By the end of the series Grosjean emerges as the undisputed super champion. By the third season Grosjean and his team mate Kevin Magnussen are set to lose their seats in F1 on the basis of purely unfair commercial decisions. Haas decides that it needs to beef up its income from advertising and sponsorship and lands new deals which trigger a forced change of drivers.
The reasons are quite simple and are explained straightaway: one of the sponsors wanted a German driver and so Haas went for the son of the great Michael Schumacher and the owner of the other sponsor had his own son driving and that landed Nikita Mazepin a seat. Grosjean and Magnussen were out, not only from Haas but also from F1 because by that stage it was simply too late to find a place somewhere else.

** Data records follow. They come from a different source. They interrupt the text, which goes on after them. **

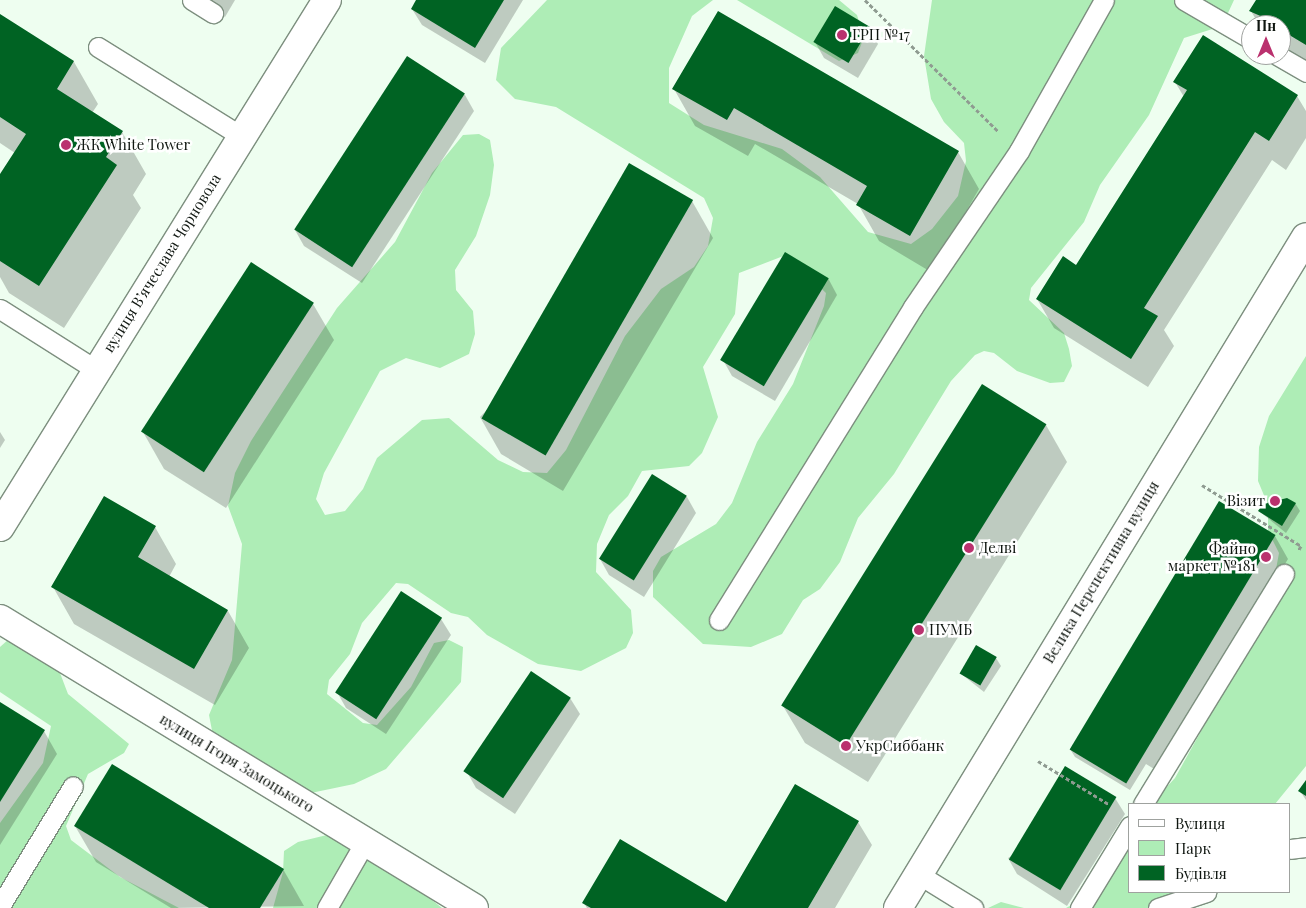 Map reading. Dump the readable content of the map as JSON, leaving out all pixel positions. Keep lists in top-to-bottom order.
{
  "streets": {
    "street": ["вулиця Вʼячеслава Чорновола", "Велика Перспективна вулиця", "вулиця Ігоря Замоцького"]
  },
  "places": [
    "ГРП №17",
    "ЖК White Tower",
    "Візит",
    "Делві",
    "Файно маркет №181",
    "ПУМБ",
    "УкрСиббанк"
  ],
  "legend": ["Вулиця", "Парк", "Будівля"],
  "north": "top"
}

The penultimate race for 2020 came in the amazingly beautiful Bahrain circuit and it was to be also Grosjean’s last. During that race Grosjean is involved in a horrendous accident with the car being split in two and the driver’s end penetrating a metal guardrail, ending up in flames. The accident was dramatic and you feel strongly for Romain with whom you cannot possibly not draw a liking by this stage.
Fortunately and miraculously, Grosjean walks out of the flames with relatively minor injuries. At one point, a short interview is aired with Romain and his wife Marion and the emotions that you feel hearing Marion talk about how she thought that she had lost the father of her three kids on what is essentially his workplace are enormous. By comparison Lewis Hamilton’s ginormous feat of a joint record of number of championship wins is brought to almost irrelevance.
The emotions run high also on the Sergio Perez story. A devoted Catholic hailing from Mexico, Perez left his country at an early age to seek his dream to drive in Formula 1. He succeeds and changes various teams until he lands a seat as one of the two Racing Point drivers. Halfway through the 2020 season Perez is told that his contract would not be renewed despite a successful campaign as the team had acquired the services of former champion Sebastian Vettel who, in turn, was no longer in the plans of his Ferrari team.
With Perez destined to lose his place in F1 for 2021, he gives his all in the last race of the season which will undoubtedly go down as the best in his career in Sakhir. From the very last place he ended up winning the race in a mid-table car. What happens next is mighty Red Bull firing Alex Albon and taking the services of Perez for the following year.
Albon in turn, had an interesting story himself. The son of a Thai national and a British father who was largely absent from his life, he had to take care of his siblings when his mother was sentenced to a lengthy prison sentence for fraud. Despite this he made it to be a Formula 1 driver for one of the very best teams, dispatching another driver, Pierre Gasly, in the process.
Pierre Gasly is also an interesting character. We witness his relegation from Red Bull to the “second team” Toro Rosso/AlphaTauri but he fights back and even manages to win the Italian Grand Prix with Alpha Tauri outclassing and outperforming Albon himself.